Inmates at a maximum-security wing of a Southern California prison used a smartphone to film their own jailbreak.

Prisoners used a smuggled mobile phone to film the escape last year and have released it to through a lawyer, complete with a glossy voiceover from one of the convicts, to the public.

It shows the kind of images usually seen in movies like The Shawshank Redemption, with the three inmates shimmying into a vent and crawling through plumbing shafts.

It was provided to The Associated Press on Wednesday by a lawyer for escapee Adam Hossein Nayeri.

The crisply edited video has a pop-music soundtrack and includes TV news clips about the escape and subsequent manhunt.

It also contains voice-overs by Nayeri, recorded after their capture, giving his version of events, praising the taxi driver the trio kidnapped and railing against the legal system.

One clip shows the inside of the maximum-security dorm room, known as Module F, at the jail in Santa Ana. How the inmates got the mobile phones and were able to record in jail is not clear.

"You know, a lot of people like to credit us with some Houdini escape act all in eight minutes flat. It's an interesting myth," Nayeri says in voiceover to the video.

"In reality we did leave that mod after count. Not the one they're claiming though. I left that module at least eight hours earlier the night before."

Inmates in the cramped dorm seem to know Nayeri is recording, but do not react, except for fellow escapee Bac Duong, who flashes a grin.

The video then shows the escape.

Nayeri carefully lifts a sawed-off bunk bed leg, exposing a previously cut metal screen on a wall. The screen is set aside as he disappears into a vent.

The trio crawls through plumbing shafts within the walls. At one point Nayeri stops and gives a thumbs-up. Jonathan Tieu squints as the light of the phone shines on his face.

The inmates eventually reach the roof of the Orange County Jail.

The video does not show how the inmates got to the ground. Previous reports said they abseiled down using bed linens. On the video, Nayeri says they had industrial rope, a toolbox, a duffel bag and new clothes.

The next clips show the men taking turns posing at the corner of Haight-Ashbury in San Francisco. There are scenes from inside a van where they were sleeping.

"This is our casa for the moment. This is our crib. Water, all the basics," Nayeri says. "Friday night in San Francisco, a special Friday night in San Francisco."

A marijuana pipe is flashed. They hold up a bottle of Jack Daniels.

The men led authorities on a week-long manhunt before they were recaptured.

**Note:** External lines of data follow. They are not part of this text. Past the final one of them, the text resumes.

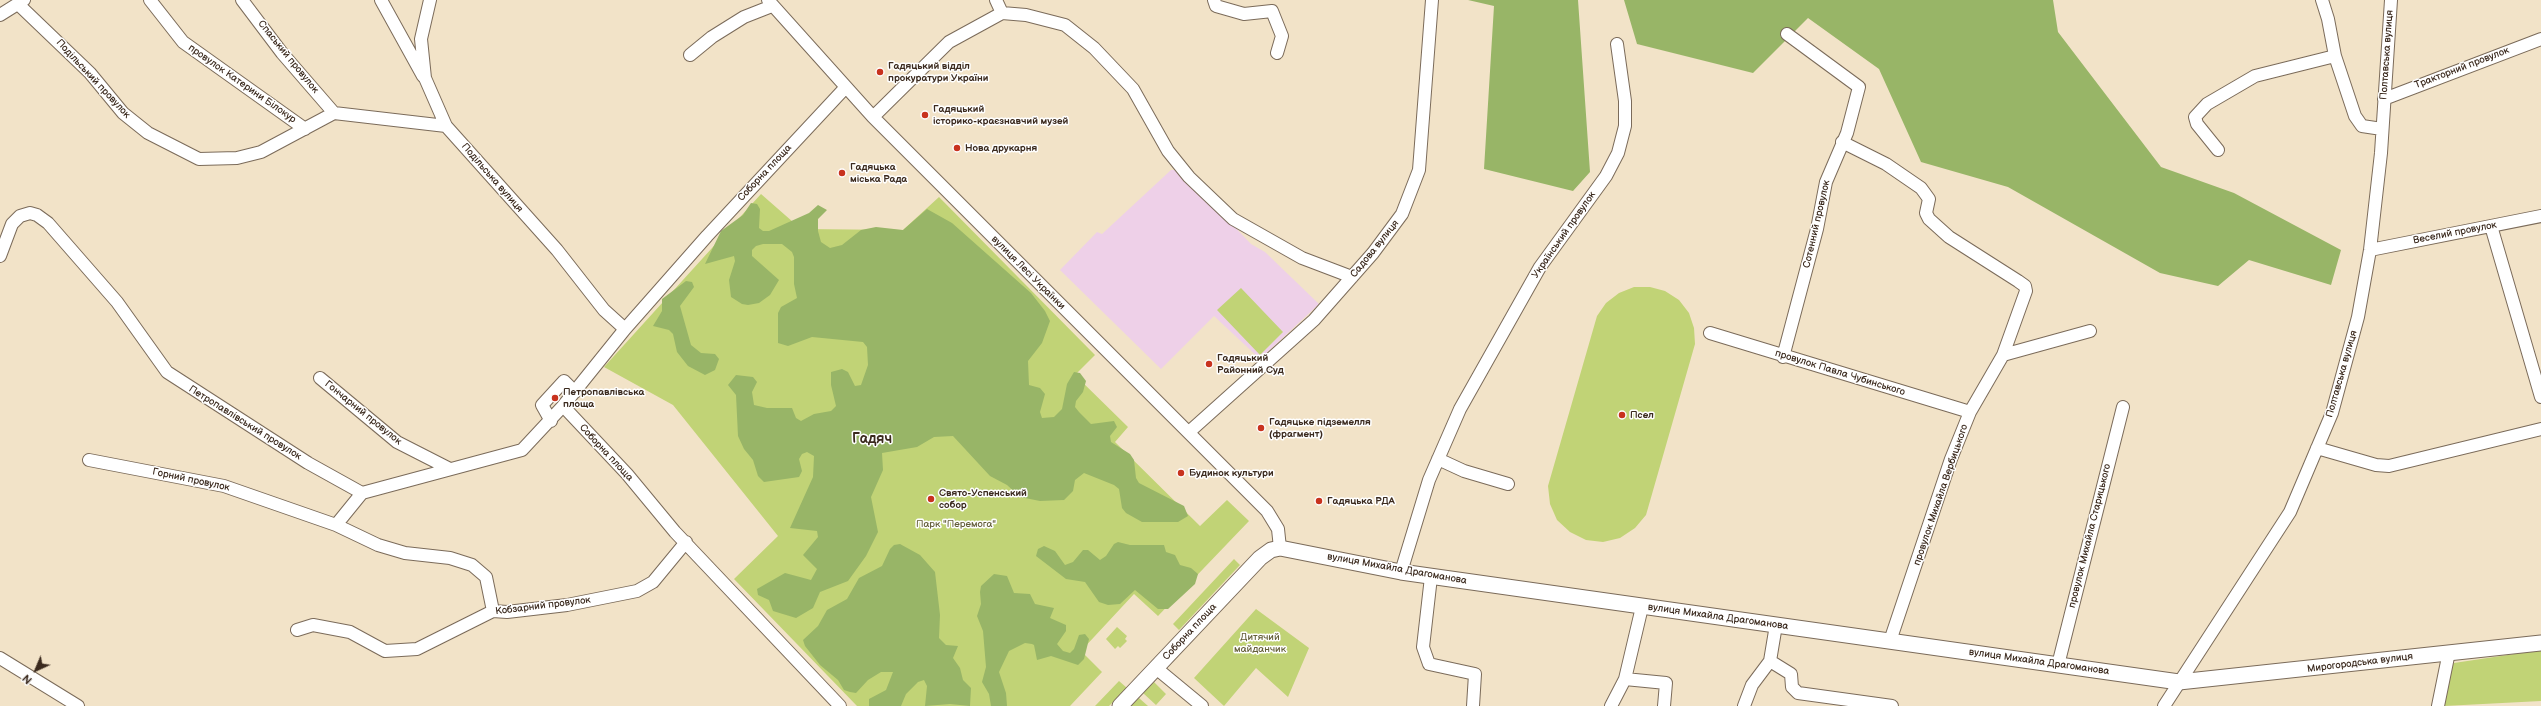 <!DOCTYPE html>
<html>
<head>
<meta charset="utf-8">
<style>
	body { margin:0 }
	#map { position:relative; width:2541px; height:706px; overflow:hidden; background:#f2e3c8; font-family:"Balsamiq Sans",sans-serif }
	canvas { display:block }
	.north { position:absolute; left:16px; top:650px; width:40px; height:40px; -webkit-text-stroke:3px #fff; paint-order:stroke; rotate:224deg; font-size:11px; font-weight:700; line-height:16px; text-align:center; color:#3b2a1e }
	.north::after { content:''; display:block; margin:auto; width:14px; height:18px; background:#3b2a1e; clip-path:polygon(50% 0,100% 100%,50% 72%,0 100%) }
</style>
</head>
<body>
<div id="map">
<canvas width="2541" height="706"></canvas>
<div class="north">N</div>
</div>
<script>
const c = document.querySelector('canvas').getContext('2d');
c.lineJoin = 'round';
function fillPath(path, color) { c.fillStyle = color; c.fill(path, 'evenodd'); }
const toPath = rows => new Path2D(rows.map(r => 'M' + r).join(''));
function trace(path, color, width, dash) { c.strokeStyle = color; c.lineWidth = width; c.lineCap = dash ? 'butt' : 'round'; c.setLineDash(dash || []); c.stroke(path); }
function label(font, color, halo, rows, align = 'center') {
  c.font = font + ' "Balsamiq Sans",sans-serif'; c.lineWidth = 3; c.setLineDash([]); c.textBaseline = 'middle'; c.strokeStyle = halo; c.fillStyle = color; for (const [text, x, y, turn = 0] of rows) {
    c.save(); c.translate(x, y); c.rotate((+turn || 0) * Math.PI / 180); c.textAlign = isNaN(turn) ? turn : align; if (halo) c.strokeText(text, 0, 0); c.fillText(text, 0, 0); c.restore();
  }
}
fillPath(toPath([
	[1171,170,1180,170,1251,244,1265,252,1319,304,1260,359,1214,316,1161,369,1060,270,1097,232,1102,234]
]), '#eed0e8');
fillPath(toPath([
	[761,194,801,229,903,230,939,197,1095,355,1075,375,1128,427,1115,442,1200,526,1227,500,1249,521,1158,616,1134,594,1081,651,1102,672,1070,706,857,706,734,579,778,536,673,405,604,367],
	[1634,287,1650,287,1665,291,1679,300,1689,313,1694,328,1695,344,1646,515,1635,528,1620,538,1603,542,1586,540,1570,532,1557,520,1550,504,1548,486,1597,316,1606,303,1619,293],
	[1241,288,1283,332,1260,355,1217,310],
	[1234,559,1240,565,1179,630,1173,624],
	[1256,609,1309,648,1288,697,1256,668,1224,706,1194,678],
	[1117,627,1127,636,1125,639,1127,641,1120,648,1118,646,1115,649,1106,639],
	[2541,650,2541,701,2444,706,2450,667,2454,663],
	[1119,681,1127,688,1109,706,1095,706],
	[1154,682,1166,694,1156,705,1143,693],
	[1139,698,1148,706,1131,706]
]), '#c1d376');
fillPath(toPath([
	[1468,0,1578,0,1590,172,1573,191,1484,169,1494,6],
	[1624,0,2053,0,2058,32,2161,167,2234,193,2341,250,2331,285,2249,260,2218,286,2160,273,2008,187,1921,162,1879,69,1808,18,1753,73,1637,44],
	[751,203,757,204,760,209,759,228,763,231,769,231,809,213,818,205,827,210,818,219,818,231,821,242,830,248,842,245,861,230,876,227,903,230,927,209,952,223,1031,293,1045,311,1050,321,1042,343,1028,361,1029,385,1040,388,1045,394,1040,412,1042,418,1054,417,1062,409,1067,384,1074,372,1080,373,1086,381,1083,392,1076,401,1075,407,1079,412,1091,424,1114,421,1117,427,1110,436,1111,442,1130,454,1134,460,1136,478,1139,483,1184,506,1188,516,1178,522,1142,522,1126,513,1122,508,1119,489,1114,485,1084,473,1075,480,1073,491,1064,500,1040,501,1020,497,1007,485,990,476,953,436,934,437,917,447,882,453,883,470,871,497,878,532,866,556,848,581,820,592,813,608,796,618,773,611,769,600,758,595,757,589,785,573,811,580,817,569,803,555,818,537,817,531,790,528,813,477,814,456,807,452,802,454,799,459,802,471,799,477,764,482,758,476,753,460,744,449,738,436,736,395,728,385,736,375,753,377,757,382,752,392,754,405,767,408,792,408,796,418,801,421,814,414,831,411,836,406,831,385,831,372,842,369,848,372,855,386,861,385,868,365,867,347,863,342,812,337,788,346,778,343,778,313,781,307,797,298,794,284,794,257,792,252,782,244,763,244,756,246,752,250,752,256,779,280,770,295,759,303,748,305,742,304,731,297,729,280,735,261,734,256,705,264,721,231,743,215],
	[686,281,692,282,694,287,680,306,691,345,701,353,715,354,719,359,715,370,705,375,688,366,677,352,673,334,669,330,653,326,662,311,662,299],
	[1118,542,1130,545,1164,545,1166,552,1175,555,1180,565,1191,568,1198,574,1195,584,1168,609,1158,609,1135,590,1120,604,1108,605,1099,602,1085,582,1066,579,1036,556,1038,549,1044,546,1055,551,1065,565,1073,562,1083,550,1088,550,1100,560,1106,556,1114,544],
	[900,544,920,555,935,572,940,615,939,638,946,645,958,646,953,658,960,668,963,680,971,688,970,706,950,704,925,706,927,686,924,680,918,682,906,694,901,706,869,706,869,699,886,690,893,672,881,672,868,680,856,693,850,692,844,690,838,680,820,665,805,646,803,640,818,626,827,610,847,599,859,578,882,566,890,549,894,545],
	[994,574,1007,576,1014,593,1030,594,1035,604,1054,608,1050,618,1066,625,1066,631,1057,644,1063,651,1070,653,1074,649,1079,635,1085,634,1089,639,1084,659,1078,665,1051,656,1037,660,1034,645,1032,644,1025,643,1009,651,999,672,1006,693,1007,706,991,706,989,694,982,682,986,667,983,631,977,616,981,604,980,592,981,586]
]), '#98b567');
const minor = toPath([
	[150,0,183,42,305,129],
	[242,0,282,53,334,113],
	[381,0,423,76],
	[430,0,421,39,425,78,446,126,557,250,604,310,625,329],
	[768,0,873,117,1267,511,1278,529,1280,548],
	[996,0,1002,13],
	[1214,0,1216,6,1244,14,1272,11,1282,36,1277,53],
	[2322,0,2328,19,2335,56,2355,116,2362,126,2382,129],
	[19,5,90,73,123,113,148,133,199,159,237,158,261,152,334,113,446,126],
	[1002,13,1026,15,1065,25,1094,48,1133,89,1168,151,1189,177,1233,219,1302,258,1352,277],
	[0,15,24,0],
	[690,55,712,37,744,17,772,6],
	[2384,99,2541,39],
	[873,117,949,42,1002,13],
	[1842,142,1886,164,1921,188,1929,199,1926,213,1929,219,1949,237,2018,281,2025,286,2026,291,2003,355,1970,412,1951,459,1890,641],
	[2218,150,2197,124,2195,117,2207,104,2255,76,2335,56],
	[2491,226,2541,397],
	[2370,250,2541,216],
	[0,256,12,224,20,216,30,213,37,215,48,223,117,302,167,372,308,463,362,493,522,450,563,406],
	[1710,333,1970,412],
	[2003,355,2090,331],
	[1783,357,1817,229,1826,182,1847,133,1859,87,1787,34],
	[320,378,397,442,448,468],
	[551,421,542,405,564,381,575,392],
	[1189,432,1314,320,1373,253,1402,214,1419,170,1432,0],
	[2317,448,2376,465,2389,466,2541,429],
	[1438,459,1464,471,1508,484],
	[89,460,224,486,336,525,362,493],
	[336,525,378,545,405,553,450,558,472,565,486,577,493,611],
	[1401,572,1429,480,1460,409,1540,267,1606,176,1618,153,1625,126,1625,101,1617,44],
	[1431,577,1423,647,1429,664,1475,674,1473,706],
	[1642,607,1625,679,1666,683,1664,706],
	[1776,625,1770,661,1791,674,1792,687,1798,693,1892,706],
	[297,630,313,625,350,632,385,651,417,649,493,611,507,612,567,605,637,591,653,582,686,542],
	[0,658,78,706],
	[2058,665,2123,407],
	[1156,668,1202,706],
	[840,706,675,532,627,474,563,406,625,329,707,236,845,88],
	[1611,706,1625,679],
	[1744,706,1752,685,1770,661],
	[2164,706,2290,512,2332,413,2358,317,2370,250,2381,153,2391,0],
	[2438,706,2449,652]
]);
const tertiary = toPath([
	[1120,706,1260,558,1271,550,1280,548,1401,572,2179,682,2541,643]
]);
trace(minor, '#7b6b5a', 14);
trace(tertiary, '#7b6b5a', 17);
trace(minor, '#fff', 12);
trace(tertiary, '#fff', 15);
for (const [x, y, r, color] of [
	[880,72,4,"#c8321e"],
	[925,115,4,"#c8321e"],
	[957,148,4,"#c8321e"],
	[842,173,4,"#c8321e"],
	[1209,364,4,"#c8321e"],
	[555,398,4,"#c8321e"],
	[1622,415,4,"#c8321e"],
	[1261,428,4,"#c8321e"],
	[1181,473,4,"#c8321e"],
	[931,499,4,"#c8321e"],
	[1319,501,4,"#c8321e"]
]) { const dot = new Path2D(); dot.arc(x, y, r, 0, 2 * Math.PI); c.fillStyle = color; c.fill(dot); trace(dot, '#fff', 1.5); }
label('10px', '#3b2a1e', '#fff', [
	["Полтавська вулиця",2387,55,-86],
	["Спаський провулок",288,57,51],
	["Тракторний провулок",2462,68,-21],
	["Подільський провулок",93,79,47],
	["провулок Катерини Білокур",242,84,35],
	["Соборна площа",765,173,-47],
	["Подільська вулиця",492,178,49],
	["Сотенний провулок",1817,224,-77],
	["Веселий провулок",2455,233,-11],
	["Український провулок",1564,235,-55],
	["Садова вулиця",1375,249,-51],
	["вулиця Лесі Українки",1028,273,45],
	["провулок Павла Чубинського",1840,373,17],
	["Полтавська вулиця",2342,374,-74],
	["Гончарний провулок",363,413,39],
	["Петропавлівський провулок",245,423,32],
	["Соборна площа",606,453,47],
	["Горний провулок",191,480,12],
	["провулок Михайла Вербицького",1941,495,-71],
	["провулок Михайла Старицького",2090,536,-76],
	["вулиця Михайла Драгоманова",1397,569,10],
	["Кобзарний провулок",543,606,-7],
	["вулиця Михайла Драгоманова",1718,617,8],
	["Соборна площа",1190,632,-47],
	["вулиця Михайла Драгоманова",2039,662,8],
	["Мирогородська вулиця",2360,663,-7]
]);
label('bold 10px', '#3b2a1e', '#fff', [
	["Гадяцький відділ",888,66],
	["прокуратури України",888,78],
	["Гадяцький",933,109],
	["історико-краєзнавчий музей",933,121],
	["Нова друкарня",965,148],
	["Гадяцька",850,167],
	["міська Рада",850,179],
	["Гадяцький",1217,358],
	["Районний Суд",1217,370],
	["Петропавлівська",563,392],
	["площа",563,404],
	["Псел",1630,415],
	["Гадяцьке підземелля",1269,422],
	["(фрагмент)",1269,434],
	["Будинок культури",1189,473],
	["Свято-Успенський",939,493],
	["собор",939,505],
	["Гадяцька РДА",1327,501]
], 'left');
label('10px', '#635d38', '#fff', [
	["Парк \"Перемога\"",956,524],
	["Дитячий",1260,637],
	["майданчик",1260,649]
]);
label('bold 14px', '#3b2a1e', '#fff', [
	["Гадяч",872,439]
]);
</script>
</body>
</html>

The video does not show their recapture. Instead, Nayeri narrates the final two minutes of the edited video.

"We scared a lot of people and caused a lot of anxiety and fear and at the end of the day I can't say I feel good about that. I can't."

In another section, Nayeri refers to Long Ma, the taxi driver they are charged with kidnapping, and who drove them north.

"This man is truly a hero," Nayeri says. "He just radiated this calm fatherly presence."

Photos show Ma with Tieu on a beach, appearing to pose for the camera.

Nayeri's lawyer, Salvatore Ciulla, did not respond to questions about why he was releasing the video, when the voiceover was recorded and who edited the recordings.

Lieutenant Lane Lagaret, an Orange County Sheriff's Department spokesman, has said the department would not comment on a video that "seeks to make light of criminal actions".

The Orange County district attorney's office said it would be inappropriate to comment on the video because the case is in litigation.

Stan Goldman, a criminal law professor at Loyola Law School, said legal questions could be raised as to whether the inmates could sell the footage or the rights to a film under California's so-called "Son of Sam" law, which allows victims to sue if those convicted of serious crimes profit from their criminal acts, he said.